What is required: Pictures stay out. All the rest of the records must be repeated exactly.

Data shown:
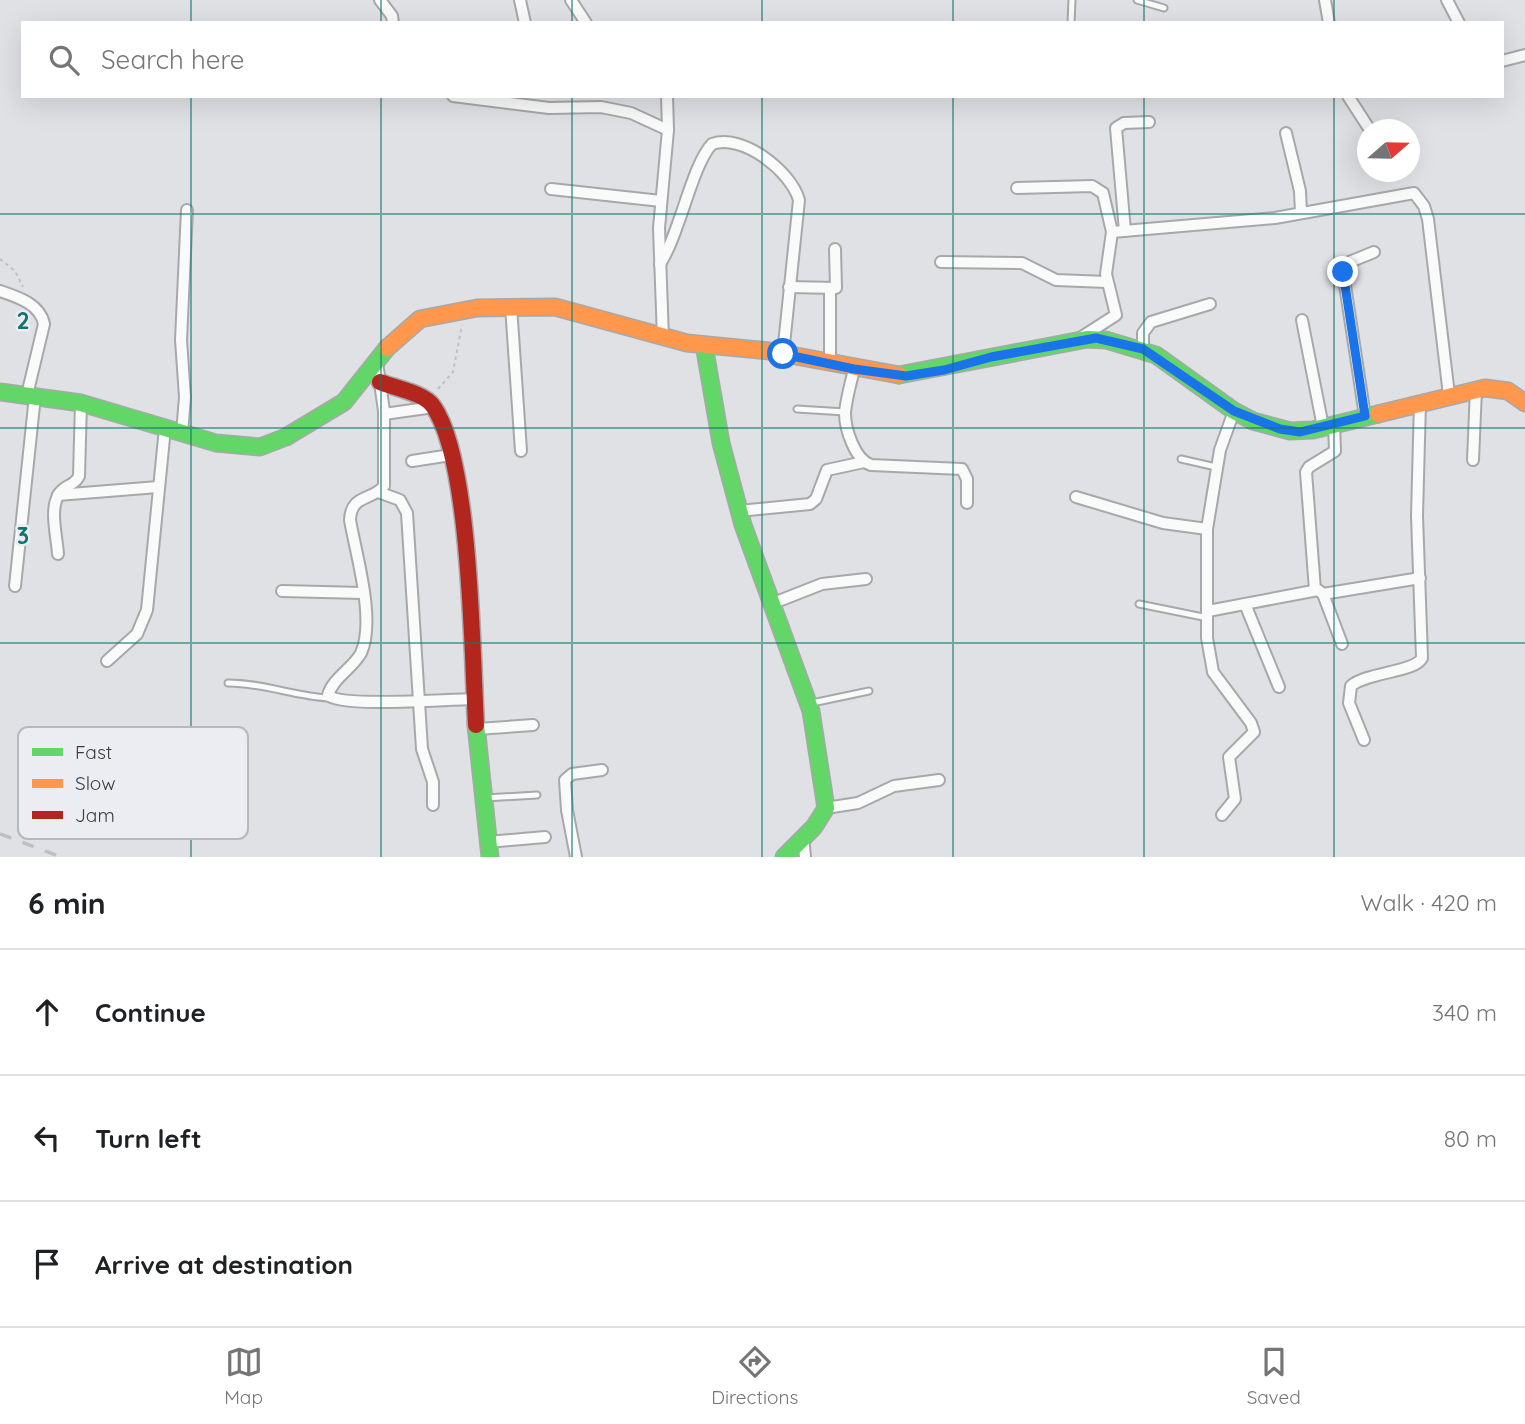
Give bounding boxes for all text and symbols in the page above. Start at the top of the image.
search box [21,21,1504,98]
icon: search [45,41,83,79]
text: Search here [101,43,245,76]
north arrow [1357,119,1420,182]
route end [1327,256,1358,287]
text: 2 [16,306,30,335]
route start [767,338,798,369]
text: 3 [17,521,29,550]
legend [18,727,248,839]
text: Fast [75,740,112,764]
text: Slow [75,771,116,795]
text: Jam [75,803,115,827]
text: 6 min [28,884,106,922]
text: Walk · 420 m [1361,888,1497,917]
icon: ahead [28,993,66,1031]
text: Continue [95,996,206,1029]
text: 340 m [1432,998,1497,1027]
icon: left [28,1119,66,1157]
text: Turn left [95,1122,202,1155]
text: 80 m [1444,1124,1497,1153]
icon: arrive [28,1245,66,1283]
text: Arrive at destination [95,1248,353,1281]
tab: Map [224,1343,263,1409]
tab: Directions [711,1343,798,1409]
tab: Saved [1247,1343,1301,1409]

Problem solution:
Give bounding boxes for all text and symbols in the page above. Start at the top of the image.
search box [21,21,1504,98]
icon: search [45,41,83,79]
text: Search here [101,43,245,76]
north arrow [1357,119,1420,182]
route end [1327,256,1358,287]
text: 2 [16,306,30,335]
route start [767,338,798,369]
text: 3 [17,521,29,550]
legend [18,727,248,839]
text: Fast [75,740,112,764]
text: Slow [75,771,116,795]
text: Jam [75,803,115,827]
text: 6 min [28,884,106,922]
text: Walk · 420 m [1361,888,1497,917]
icon: ahead [28,993,66,1031]
text: Continue [95,996,206,1029]
text: 340 m [1432,998,1497,1027]
icon: left [28,1119,66,1157]
text: Turn left [95,1122,202,1155]
text: 80 m [1444,1124,1497,1153]
icon: arrive [28,1245,66,1283]
text: Arrive at destination [95,1248,353,1281]
tab: Map [224,1343,263,1409]
tab: Directions [711,1343,798,1409]
tab: Saved [1247,1343,1301,1409]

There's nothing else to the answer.